- The paper introduces FastAttention, which extends FlashAttention2 to NPUs and low-resource GPUs for efficient large language model inference.
- It employs a two-level tiling strategy, tiling-AllReduce, and CPU-GPU collaboration to enhance memory bandwidth utilization and minimize latency.
- Empirical results demonstrate up to 10.7× speedup on NPUs and significant FLOPS improvements on Volta GPUs, underscoring its scalability.
FastAttention Integration for NPUs and Low-resource GPUs
The paper "FastAttention: Extend FlashAttention2 to NPUs and Low-resource GPUs" presents an advancement in the FlashAttention series by introducing FastAttention, which is designed to optimize LLM inference on Neural Processing Units (NPUs) and low-resource Graphics Processing Units (GPUs). It addresses critical challenges such as adaptation to non-CUDA architectures, inefficiencies in distributed inference, and memory constraints during ultra-long sequence processing.
Methodology Overview
The development of FastAttention is centered on making the FlashAttention series compatible with Ascend NPUs and Volta-based GPUs while implementing strategies to reduce computation and communication overhead.
NPU Implementation
The introduction of a two-level tiling strategy significantly enhances runtime efficiency by reducing synchronization overhead during attention calculations:
Figure 1: a) The unified tiling scheme with the fine-grained pipeline of Vector and Cube units; b) The two-level tiling strategy that employs the larger block size in the first level and maintains the smaller block size in the second level.
This approach maximizes memory bandwidth utilization and improves the parallelism between Cube and Vector units by adopting a pipelined model.
Multi-NPU Strategy
In multi-NPU scenarios, FastAttention leverages a tiling-AllReduce strategy to further optimize operational latency by overlapping computation and data transfer phases:
Figure 2: The pipeline of the FastAttention with different block sizes.
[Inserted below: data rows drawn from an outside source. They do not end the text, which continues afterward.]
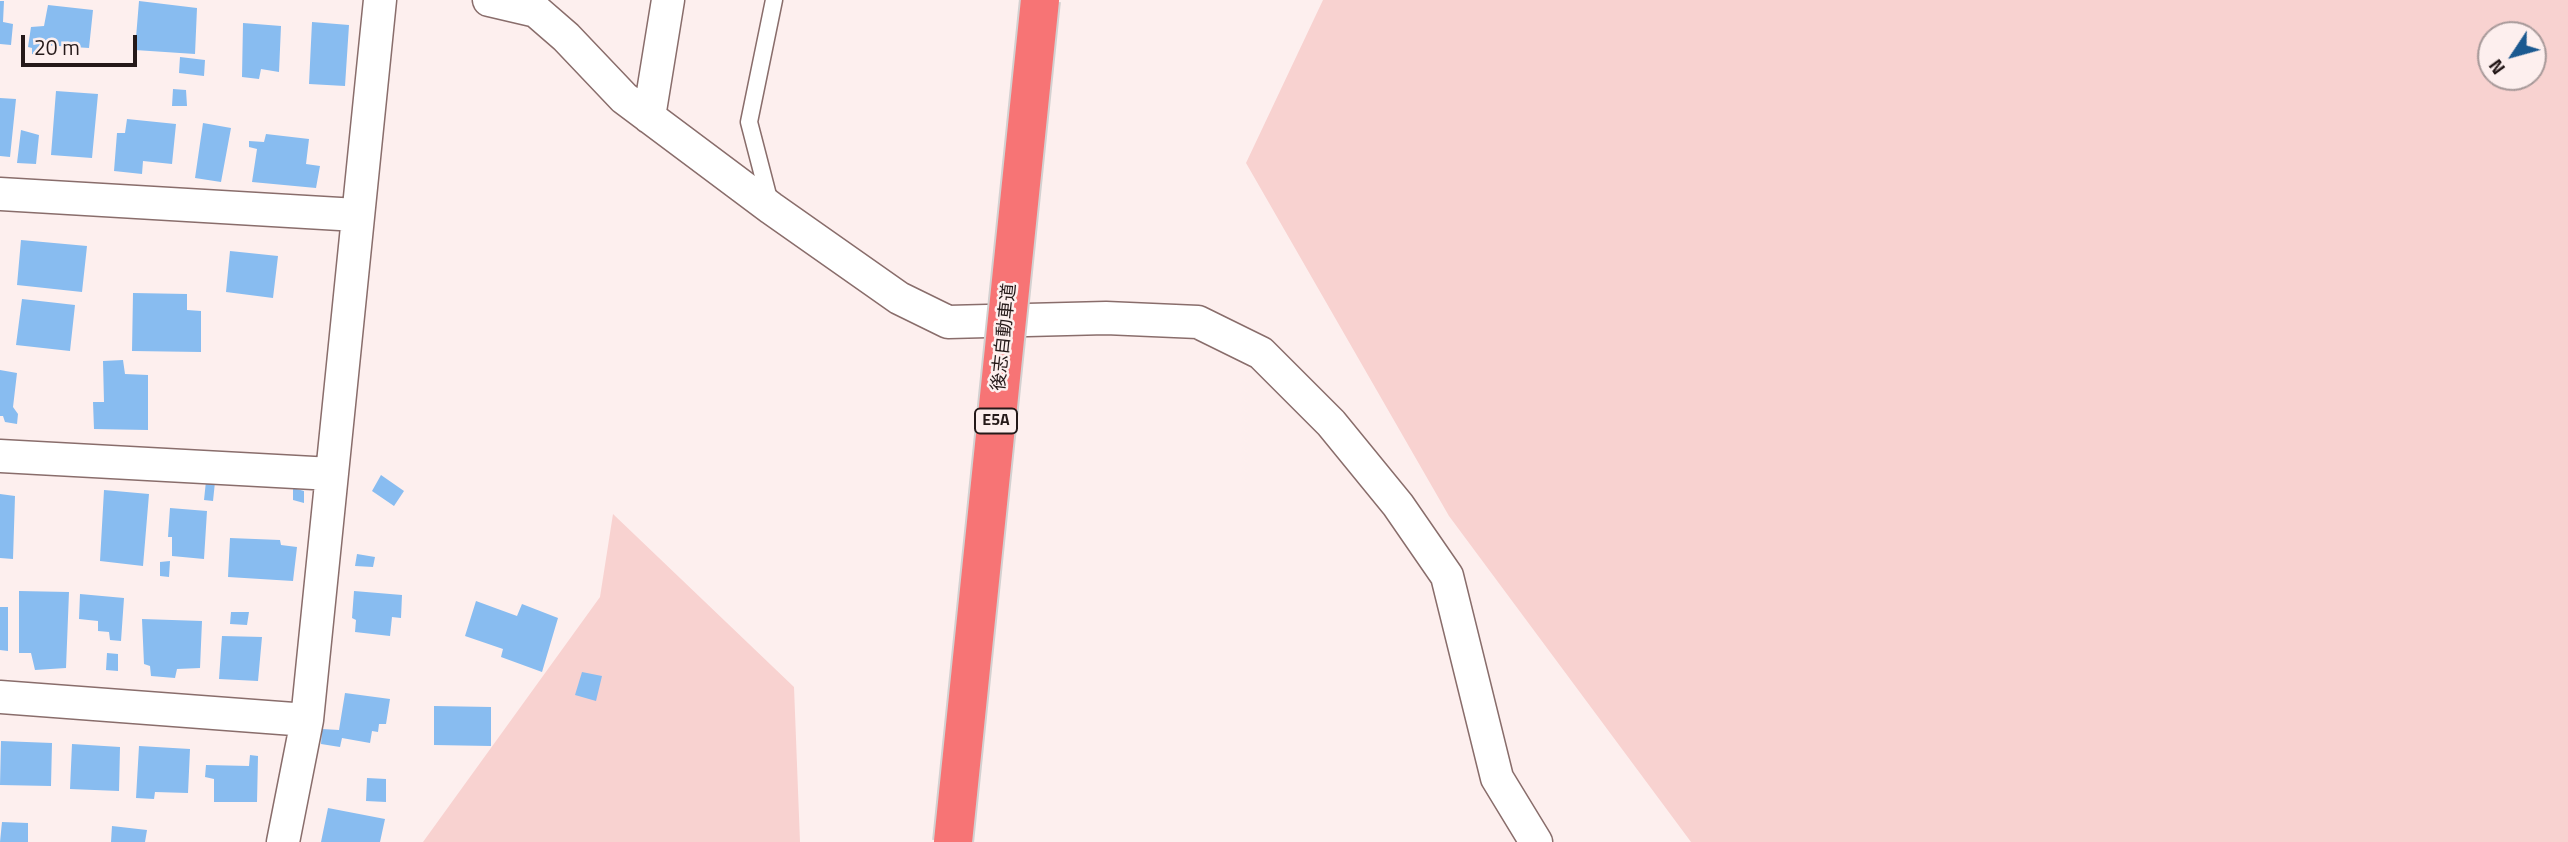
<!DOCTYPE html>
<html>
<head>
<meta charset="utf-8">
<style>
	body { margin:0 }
	#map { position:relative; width:2568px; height:842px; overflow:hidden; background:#fdefee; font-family:"Titillium Web",sans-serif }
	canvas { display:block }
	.north { position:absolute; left:2477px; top:21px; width:70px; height:70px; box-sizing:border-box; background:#fdefee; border:2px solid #a79999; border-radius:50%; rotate:234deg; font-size:19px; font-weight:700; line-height:28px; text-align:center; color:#251919 }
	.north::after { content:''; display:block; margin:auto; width:24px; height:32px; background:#1b5990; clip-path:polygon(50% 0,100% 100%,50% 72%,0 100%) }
	.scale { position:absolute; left:21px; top:35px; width:116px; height:32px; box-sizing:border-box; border:4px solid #251919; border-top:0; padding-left:9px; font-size:21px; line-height:24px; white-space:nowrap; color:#251919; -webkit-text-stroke:5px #fdefee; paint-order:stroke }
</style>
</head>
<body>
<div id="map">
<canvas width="2568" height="842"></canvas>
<div class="north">N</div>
<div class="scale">20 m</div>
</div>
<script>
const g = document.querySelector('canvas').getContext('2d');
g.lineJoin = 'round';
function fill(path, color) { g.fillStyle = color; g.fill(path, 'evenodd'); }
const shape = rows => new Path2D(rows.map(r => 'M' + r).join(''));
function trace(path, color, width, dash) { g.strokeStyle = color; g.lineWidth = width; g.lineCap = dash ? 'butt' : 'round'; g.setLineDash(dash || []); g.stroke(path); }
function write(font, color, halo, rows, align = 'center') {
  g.font = font + ' "Titillium Web","Noto Sans JP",sans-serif'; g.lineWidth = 5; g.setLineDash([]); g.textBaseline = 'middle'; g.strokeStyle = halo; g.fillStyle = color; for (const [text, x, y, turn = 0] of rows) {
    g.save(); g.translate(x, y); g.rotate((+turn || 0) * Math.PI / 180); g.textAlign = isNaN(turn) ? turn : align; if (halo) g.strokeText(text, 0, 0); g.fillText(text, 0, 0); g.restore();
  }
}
fill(shape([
	[1323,0,2568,0,2568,842,1691,842,1449,516,1246,163],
	[2491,35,2533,35,2533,77,2491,77],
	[613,514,794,687,800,842,423,842,600,597]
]), '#f8d2d0');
fill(shape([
	[0,1,4,1,3,22,13,24,11,45,0,44],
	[139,1,197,8,195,54,135,50],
	[48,5,93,10,89,48,43,45,41,55,32,54,32,48,28,47,31,27,44,26],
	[312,22,349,25,345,86,309,84],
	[243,23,281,26,279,72,261,69,259,79,242,77],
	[180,57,205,60,204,76,179,73],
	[173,89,186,90,187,106,172,106],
	[56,91,98,94,92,158,51,155],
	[0,98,16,99,10,157,0,156],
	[127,119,176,124,172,164,143,161,142,174,114,171,117,133,125,133],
	[203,123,231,128,221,182,195,178],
	[21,130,39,135,36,164,17,163],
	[266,134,309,139,306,164,320,166,316,188,252,182,257,149,249,147,249,141,264,142],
	[21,240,87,246,82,292,17,285],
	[230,251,278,256,273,298,226,292],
	[133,293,187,294,187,310,201,311,201,352,132,351],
	[22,299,75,305,70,351,16,345],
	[123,360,125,374,148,375,148,430,94,429,93,402,104,402,103,361],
	[0,370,17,373,13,407,18,414,17,424,5,422,3,416,0,416],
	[381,475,404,491,394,506,372,491],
	[206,481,215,482,213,501,204,500],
	[293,488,304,491,304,503,293,500],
	[104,490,149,494,143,566,100,561],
	[0,494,15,496,13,559,0,558],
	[170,508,207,511,204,559,172,556,172,537,168,537],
	[230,538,280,540,281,545,297,547,293,581,228,577],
	[357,554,375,557,373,567,355,566],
	[170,561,169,577,160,576,160,562],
	[19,591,69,592,66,668,35,670,31,653,19,653],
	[354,591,402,595,401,618,392,617,390,636,355,632,356,620,352,618],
	[80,594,124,598,121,641,110,640,109,632,98,631,98,621,79,619],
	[476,601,517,616,522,604,558,618,542,672,501,657,503,649,465,636],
	[0,607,8,607,8,651,0,650],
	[231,612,249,612,247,625,230,624],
	[142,619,202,621,200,668,177,669,175,678,151,676,150,666,144,664],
	[222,636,262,637,258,681,219,679],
	[107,653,118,654,118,671,106,670],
	[582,672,602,676,596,701,575,695],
	[345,693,390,699,386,724,379,724,378,732,372,731,370,743,342,738,340,747,321,744,322,729,339,730],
	[434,706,491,707,491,746,434,745],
	[1,741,52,743,51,786,0,785],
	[72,744,120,747,119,791,70,789],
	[139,746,190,749,188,793,155,792,154,799,136,798],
	[250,755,258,756,257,802,214,802,214,779,205,777,206,765,249,766],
	[367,778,386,779,386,802,366,801],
	[328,808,385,819,380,842,321,842],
	[2,822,28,823,28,842,0,842],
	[112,826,147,830,145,842,111,842]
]), '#88bcf0');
const lane = shape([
	[770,203,749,122,774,0]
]);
const street = shape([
	[489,0,536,11,566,37,624,98,771,208,899,298,948,322,1106,318,1198,322,1261,353,1331,423,1398,505,1447,576,1497,778,1536,842],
	[649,117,668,0],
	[0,194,357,215],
	[0,456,332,474],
	[0,697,307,720],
	[283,842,307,720,380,0]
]);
trace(lane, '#896d6b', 19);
trace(street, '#896d6b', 35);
trace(lane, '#fff', 16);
trace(street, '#fff', 32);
const highwayBridge = shape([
	[953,842,1040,0]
]);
trace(highwayBridge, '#d3d1d1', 42, []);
trace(highwayBridge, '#f77475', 38);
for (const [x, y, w] of [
	[996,421,42]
]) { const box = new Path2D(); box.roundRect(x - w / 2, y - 12.5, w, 25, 5); g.fillStyle = '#fdefee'; g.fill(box); trace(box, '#251919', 2); }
write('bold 16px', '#251919', null, [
	["E5A",996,421]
]);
write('18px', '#251919', '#fdefee', [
	["後志自動車道",1005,337,-84]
]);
</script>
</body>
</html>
This results in a reduction of communication costs ordinarily incurred during distributed inference processes.
GPU Adaptation
For Volta-based GPUs, FastAttention modifies the operand data layout in shared memory using CuTe library constructs and ensures compatibility with the m8n8k4 instruction set of Volta GPUs:
Figure 3: An example of MMA instruction m8n8k4 for Volta.
This redesign allows the efficient implementation of matrix multiplications necessary for attention mechanisms.
CPU-GPU Collaborative Strategy
To extend inference capabilities beyond memory-bound constraints, FastAttention incorporates a CPU-GPU cooperative strategy, enhancing computational reach for ultra-long sequence support:
Figure 4: The method design of the fine-grained CPU-GPU collaborative strategy.
Memory is dynamically managed across CPUs and GPUs, facilitating extensive input data processing which would otherwise be restricted by GPU memory limits.
The empirical results demonstrate superior efficacy and scalability of FastAttention in various operational contexts:
- Single NPU Efficiency: FastAttention achieves up to a 10.7× speedup over standard implementations and a throughput boost of 5.16× in real-time processing scenarios.
Figure 5: The latency comparison of FastAttention with different block sizes on an Ascend 910B across sequence lengths from 1K to 16K.
- Multi-NPU Scalability: Demonstrating up to 1.40× speedup for large-scale LLMs, it minimizes latency even as sequence lengths extend to tens of thousands.
Figure 6: The performance of FastAttention on eight Ascend 910B NPUs with sequence length from 2K to 32K.
- Low-resource GPU Advantage: On V100 GPUs, FastAttention provides up to 1.43× improved FLOPS execution, highlighting its proficiency in harnessing Volta architecture.
Figure 7: Latency and throughput comparison of FasterTransformer with and without FastAttention for different models and sequence lengths on eight V100 GPUs.
These results underscore FastAttention's capacity to effectively transition resources in scalable AI deployments.
Conclusion
FastAttention represents an integral stride in adapting attention mechanisms for less conventional hardware architectures like NPUs and low-resource GPUs. The methodologies and strategies presented not only bridge the compatibility gap with older architectures but also optimize computational workflows to accommodate increasing data and inference throughput demands. This advancement paves the way for future endeavors in extending efficient attention-based computing across diverse hardware setups, ensuring robust and scalable AI implementations.